─── DATA SUPPLIED ───
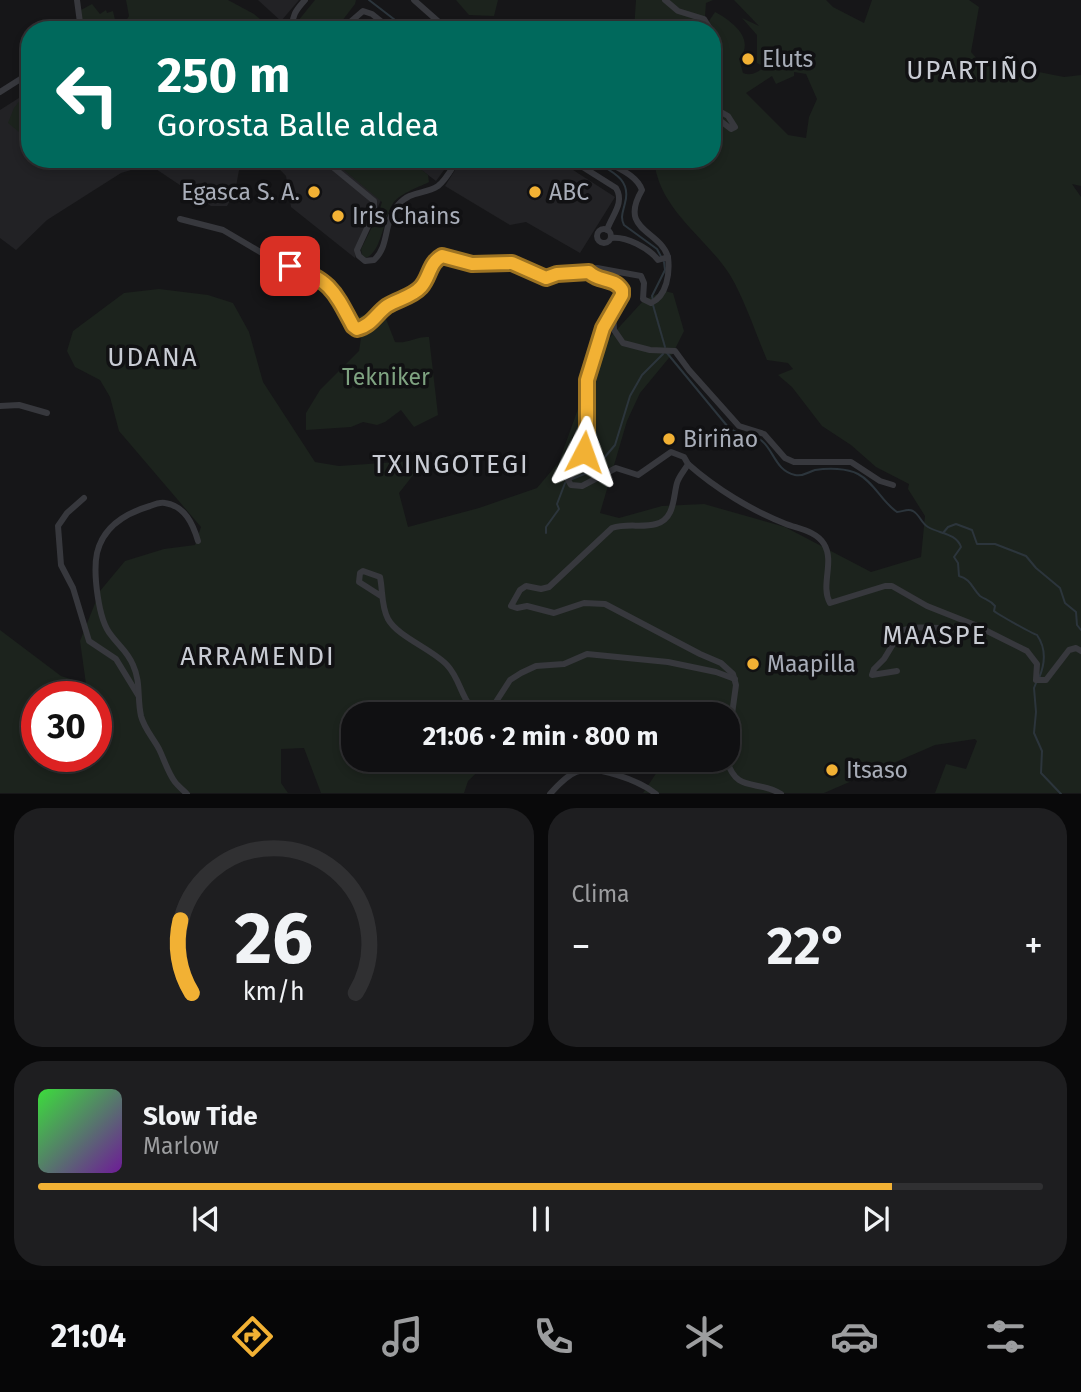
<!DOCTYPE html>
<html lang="es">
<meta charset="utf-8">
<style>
body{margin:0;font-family:"Fira Sans",sans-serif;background:#1e1e20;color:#f1f3f6;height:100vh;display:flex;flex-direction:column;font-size:26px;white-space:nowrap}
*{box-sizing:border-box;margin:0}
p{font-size:23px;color:#9c9d9f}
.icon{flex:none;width:38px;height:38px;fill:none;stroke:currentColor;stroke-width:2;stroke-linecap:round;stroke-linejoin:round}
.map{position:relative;height:794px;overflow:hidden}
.side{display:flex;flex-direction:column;gap:14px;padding:14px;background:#09090a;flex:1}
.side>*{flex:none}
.hud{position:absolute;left:21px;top:21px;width:700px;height:147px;border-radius:28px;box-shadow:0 4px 10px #0003,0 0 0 2px #303032;background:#00695c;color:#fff;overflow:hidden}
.speed{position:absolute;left:21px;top:681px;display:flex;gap:14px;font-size:35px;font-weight:700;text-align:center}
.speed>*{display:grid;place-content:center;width:91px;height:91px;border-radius:50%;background:#101012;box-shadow:0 4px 10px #0003,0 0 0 2px #303032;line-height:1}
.speed .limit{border:10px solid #d22;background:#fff;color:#111}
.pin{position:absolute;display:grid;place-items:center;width:60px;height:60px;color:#fff;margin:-30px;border-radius:14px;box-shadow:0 4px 10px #0006}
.me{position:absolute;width:77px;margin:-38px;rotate:4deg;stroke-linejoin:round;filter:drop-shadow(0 0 5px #0008)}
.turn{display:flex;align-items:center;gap:24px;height:147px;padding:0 21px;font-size:32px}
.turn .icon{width:91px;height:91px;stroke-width:2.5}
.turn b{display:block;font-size:49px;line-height:60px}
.big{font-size:52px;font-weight:700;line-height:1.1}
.side .tile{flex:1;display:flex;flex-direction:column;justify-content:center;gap:10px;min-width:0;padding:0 24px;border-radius:28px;background:#1e1e20}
.side .dial{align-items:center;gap:0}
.dial svg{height:182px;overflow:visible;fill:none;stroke:#303032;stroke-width:7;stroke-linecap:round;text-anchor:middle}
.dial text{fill:#f1f3f6;stroke:none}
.song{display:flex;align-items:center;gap:21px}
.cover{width:84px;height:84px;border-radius:10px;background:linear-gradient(135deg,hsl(120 70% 55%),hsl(280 70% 35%))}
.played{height:7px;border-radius:4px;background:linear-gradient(90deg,#f2b134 85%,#303032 85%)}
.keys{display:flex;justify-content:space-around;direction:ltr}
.heat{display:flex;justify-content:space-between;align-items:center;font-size:38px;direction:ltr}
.side .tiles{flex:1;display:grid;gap:14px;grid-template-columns:1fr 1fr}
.tile:last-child{grid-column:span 2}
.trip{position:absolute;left:341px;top:702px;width:399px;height:70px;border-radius:28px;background:#101012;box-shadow:0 4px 10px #0003,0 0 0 2px #303032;font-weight:700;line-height:70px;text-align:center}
.tab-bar{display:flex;height:112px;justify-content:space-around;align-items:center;background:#060607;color:#9c9d9f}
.tab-bar .icon{width:49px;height:49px}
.tab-bar .current{color:#f2b134}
.tab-bar b{font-size:32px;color:#f1f3f6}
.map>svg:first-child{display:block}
.built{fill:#222225}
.green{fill:#1c231d;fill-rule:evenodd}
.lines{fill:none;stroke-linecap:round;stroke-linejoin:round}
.stream{stroke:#2c353c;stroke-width:2}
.minor{stroke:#37383d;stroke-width:6}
.route-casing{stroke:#9d7322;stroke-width:18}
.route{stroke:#f2b134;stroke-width:12}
.poi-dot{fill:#f2b134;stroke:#111113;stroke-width:2.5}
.labels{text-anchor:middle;stroke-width:7;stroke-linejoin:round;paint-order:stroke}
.poi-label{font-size:23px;fill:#a8adb8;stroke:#111113;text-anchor:start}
.park-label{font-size:23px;fill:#7fa381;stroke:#111113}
.quarter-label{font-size:26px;letter-spacing:2px;fill:#c9ccd4;stroke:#111113}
</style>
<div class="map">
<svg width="1081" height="794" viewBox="0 0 1081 794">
<rect width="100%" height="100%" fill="#161618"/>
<g class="built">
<polygon points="258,0 299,0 281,21"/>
<polygon points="30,91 30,159 241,159 235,192 227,206 211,206 156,169 141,167 121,173 47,220 16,250 0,238 0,110"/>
<polygon points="270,159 331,159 381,200 355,258 291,207 286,176"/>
<polygon points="407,159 452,159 436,181"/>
<polygon points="462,159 556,159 615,197 580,253 526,222 510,225 445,186"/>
</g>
<g class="green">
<polygon points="126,0 228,0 254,14 273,30 82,30 81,10 92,4 100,14 106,10 107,13 113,11 115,20 126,21 129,16"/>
<polygon points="315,0 356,0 355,4 335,30 298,30 298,21"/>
<polygon points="456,0 498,0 494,16 469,15"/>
<polygon points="636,0 713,0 706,3 704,30 634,30"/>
<path d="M734,0H826L833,7L864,23L872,0H969L979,7L971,52L978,60L1064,77L1081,75V186L1072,184L1081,197V793H935L946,764L966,769L977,741L975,739L935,745L824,793H643L665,760H728V714H354V760H490L468,781L464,793H321L304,748L281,749V783L288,793H0V630L61,676L86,684L80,641L100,591L125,561L164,549L195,545L201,527L119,431L110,397L100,380L75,367L67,351L73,331L124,293L159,289L208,295L233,303L249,332L263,382L315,462L339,466L425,460L399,493L408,527L479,508L537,488L559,462L593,367L611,336L644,300L664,291L673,293L684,331L673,353L640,393L627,421L600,513L619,518L662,506L704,504L785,527L871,572L921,557L925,516L908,489L909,484L876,467L851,445L822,426L792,387L778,375L793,369L788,363L767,360C756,334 744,298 730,275C705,236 658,209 654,159H712L714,30L709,21L715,12C732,21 756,39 739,59L743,73C751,76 757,73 764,67L757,63V35L742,18L759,26ZM794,72L806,74L817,99L809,117L806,138L788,135L746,93L772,76L776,84L794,76ZM37,696H96V756H37Z"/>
<polygon points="30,87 30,131 24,136 8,123 14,108"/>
<path d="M331,159H408L428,175L429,182C417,188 398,194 392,205C383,220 382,251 366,258L362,255L361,249L378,215L382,202Z"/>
<path d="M382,309L395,342C407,344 417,336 429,337L438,415L414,427L401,410L385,422L377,425L363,422L351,427L306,430V413L320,390L359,351L361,338L354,318Z"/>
</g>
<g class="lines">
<g class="stream">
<polyline points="369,0 408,30"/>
<path d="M591,159C610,171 632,178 625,203C623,212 620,217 624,225L657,249L664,262L665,270L652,296L653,300"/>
<polyline points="653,305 665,347"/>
<path d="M667,353L728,427C740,437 753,434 762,441C774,451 776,471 795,475C803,477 808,472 815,470C828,468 847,468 858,474C875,483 881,501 897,512C903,512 907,508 913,511C920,515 921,523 928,527C940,534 956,533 961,547L954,557L958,563L959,576C971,579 972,588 980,596C986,600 990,600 995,606L994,611C999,615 1033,634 1037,635C1046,648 1045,664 1039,678"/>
<polyline points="572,479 594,470 615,445 630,396 642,375 663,354"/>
<polyline points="546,533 546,527 559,509 557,504 565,483"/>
<polyline points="943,533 948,527 956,524 972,530 977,544 995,544 1026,556 1036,568 1060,588 1065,603 1076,612 1077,625 1081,630"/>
<polyline points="1036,683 1034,688 1036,712 1034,733 1042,751 1041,773 1061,794"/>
</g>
<g class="minor">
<polyline points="77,0 81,30"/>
<polyline points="414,0 448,30"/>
<polyline points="665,0 678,11 704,19 711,30"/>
<path d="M293,30C291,16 296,10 305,0"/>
<polyline points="341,30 363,11 372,14 392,30"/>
<polyline points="0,92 30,73"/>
<polyline points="712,107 728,116 735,127 731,129 722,122 712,118"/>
<path d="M323,159L374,201V213L357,250L359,256L365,261L374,260C390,246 383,221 398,205C411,190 424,195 438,186C446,180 452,168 458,159"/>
<path d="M570,159L616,188C625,203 612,215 607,230"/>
<path d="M602,159C616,168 636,174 642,190C618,231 659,229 668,257"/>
<path d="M624,159C640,166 653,167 668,159"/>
<path d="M180,219L223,230L272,259L313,275L336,293L353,326L357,329C371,326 376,314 387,306C398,299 412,297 421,287C430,277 429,263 442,256L472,264L512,263L546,278L557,274L589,272"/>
<circle cx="604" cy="236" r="7"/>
<path d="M611,238C626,236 649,248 658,260L668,257C670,273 667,296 651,303L643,299L644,283L641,276L597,268L590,269V274L618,284L622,290L620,299L603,328L587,380L585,448L576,469L568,480L571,485L582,486L616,468L638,475L671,452L684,457L688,464C685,470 679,476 677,483C673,497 675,519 656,524C642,528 627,523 612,528L549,587L541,589L526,586L520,590L511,606L517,608L527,606L554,613L584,603L605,604L700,654L721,663L733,674L736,685L728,743"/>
<polyline points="613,311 614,330 623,343 650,350 675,351 689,370 739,426 764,434 785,458 794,462 851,462 880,481 893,485"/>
<polyline points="0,406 19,405 47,413"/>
<path d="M688,464C715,488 752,511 786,524C799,529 816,531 824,544C835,562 820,585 830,603L885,586H892L927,606L975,625C958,634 923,622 901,631L884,659L874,669L872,675L897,671"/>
<polyline points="84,498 67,513 58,526 61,565 73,588 89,641 116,659 138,695"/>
<path d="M381,596L359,582L360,573L363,571L380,577C383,591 381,606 388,619C398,637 432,649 447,665C464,683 461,710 485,713L492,708L510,680L521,673L536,666L564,664L587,654L668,662L716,672L735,679"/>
<polyline points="975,625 1027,651 1037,664 1036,680 1046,680 1069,650 1076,648 1081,651"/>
<path d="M727,760C736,794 758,779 781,794"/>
<path d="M187,794C183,790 178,786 175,782C168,773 164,759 159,749C153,738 144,728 141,716C137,698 141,682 133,665C128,652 119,646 111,635C98,620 93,572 97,553C103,527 126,513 150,506C155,504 161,502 165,503C185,506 193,524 198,541"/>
<path d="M550,794C557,786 566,776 576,772C596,764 640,781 656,794"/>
</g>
</g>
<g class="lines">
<g class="route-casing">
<path id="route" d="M290,266C330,279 335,292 353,326L357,329C371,326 376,314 387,306C398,299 412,297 421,287C430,277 429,263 442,256L472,264L512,263L546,278L557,274L589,272C598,282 614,277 622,290V295L603,328L587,380V440L584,452"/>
</g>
<use href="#route" class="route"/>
</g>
<g class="poi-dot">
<circle cx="748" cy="59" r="7"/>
<circle cx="314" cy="192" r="7"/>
<circle cx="535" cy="192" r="7"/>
<circle cx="338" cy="216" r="7"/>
<circle cx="669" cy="439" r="7"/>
<circle cx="753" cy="664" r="7"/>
<circle cx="832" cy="770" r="7"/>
</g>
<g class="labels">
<g class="poi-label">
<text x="762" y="67">Eluts</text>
<text x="300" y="200" text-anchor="end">Egasca S. A.</text>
<text x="549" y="200">ABC</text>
<text x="352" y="224">Iris Chains</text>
<text x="683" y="447">Biriñao</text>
<text x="767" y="672">Maapilla</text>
<text x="846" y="778">Itsaso</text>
</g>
<g class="park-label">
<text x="386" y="385">Tekniker</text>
</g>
<g class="quarter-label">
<text x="973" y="79">UPARTIÑO</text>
<text x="153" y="366">UDANA</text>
<text x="451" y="473">TXINGOTEGI</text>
<text x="935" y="644">MAASPE</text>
<text x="258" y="665">ARRAMENDI</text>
</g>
</g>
</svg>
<div class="speed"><div class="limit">30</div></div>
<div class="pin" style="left:290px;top:266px;background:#d93025"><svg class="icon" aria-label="arrive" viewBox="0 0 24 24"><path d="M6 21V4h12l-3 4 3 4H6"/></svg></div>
<svg class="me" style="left:584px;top:452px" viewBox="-20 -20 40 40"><path d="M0-17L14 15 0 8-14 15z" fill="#f2b134" stroke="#fff" stroke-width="4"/></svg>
<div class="trip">21:06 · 2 min · 800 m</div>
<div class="hud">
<div class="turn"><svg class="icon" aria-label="left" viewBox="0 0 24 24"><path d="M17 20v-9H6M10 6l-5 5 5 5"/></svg><div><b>250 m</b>Gorosta Balle aldea</div></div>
</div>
</div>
<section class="side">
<div class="tiles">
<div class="tile dial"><svg viewBox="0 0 100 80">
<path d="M14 69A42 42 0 1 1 86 69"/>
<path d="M14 69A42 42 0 0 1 9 37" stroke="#f2b134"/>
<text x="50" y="56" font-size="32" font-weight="700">26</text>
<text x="50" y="72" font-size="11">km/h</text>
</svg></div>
<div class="tile"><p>Clima</p>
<div class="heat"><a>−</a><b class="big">22°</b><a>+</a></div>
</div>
<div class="tile">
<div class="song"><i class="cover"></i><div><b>Slow Tide</b><p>Marlow</p></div></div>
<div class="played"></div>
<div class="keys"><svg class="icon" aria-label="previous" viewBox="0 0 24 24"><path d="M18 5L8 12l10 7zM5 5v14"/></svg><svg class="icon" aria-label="pause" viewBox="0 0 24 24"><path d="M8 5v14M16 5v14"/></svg><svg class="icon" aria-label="next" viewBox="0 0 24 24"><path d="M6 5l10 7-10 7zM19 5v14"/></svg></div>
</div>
</div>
</section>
<nav class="tab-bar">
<b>21:04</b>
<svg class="icon current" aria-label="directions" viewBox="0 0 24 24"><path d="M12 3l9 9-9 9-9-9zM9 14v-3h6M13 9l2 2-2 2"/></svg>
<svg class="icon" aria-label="music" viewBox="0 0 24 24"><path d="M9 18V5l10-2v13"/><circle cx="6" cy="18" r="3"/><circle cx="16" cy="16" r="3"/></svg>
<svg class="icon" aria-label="phone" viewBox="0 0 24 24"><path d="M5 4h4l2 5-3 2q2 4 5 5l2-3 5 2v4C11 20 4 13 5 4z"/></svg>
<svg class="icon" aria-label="climate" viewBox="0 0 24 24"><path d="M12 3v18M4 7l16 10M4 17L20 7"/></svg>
<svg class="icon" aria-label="car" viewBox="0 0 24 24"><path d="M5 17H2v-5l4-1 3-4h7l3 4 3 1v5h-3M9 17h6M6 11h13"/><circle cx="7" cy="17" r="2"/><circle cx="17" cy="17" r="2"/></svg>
<svg class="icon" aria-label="filters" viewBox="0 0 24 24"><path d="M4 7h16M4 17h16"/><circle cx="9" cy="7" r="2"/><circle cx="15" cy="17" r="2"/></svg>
</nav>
───
• _PROBLEM DESCRIPTION_
Above are the records. Identify each line that contains the word "limit".

• _WORKED SOLUTION_
.speed .limit{border:10px solid #d22;background:#fff;color:#111}
<div class="speed"><div class="limit">30</div></div>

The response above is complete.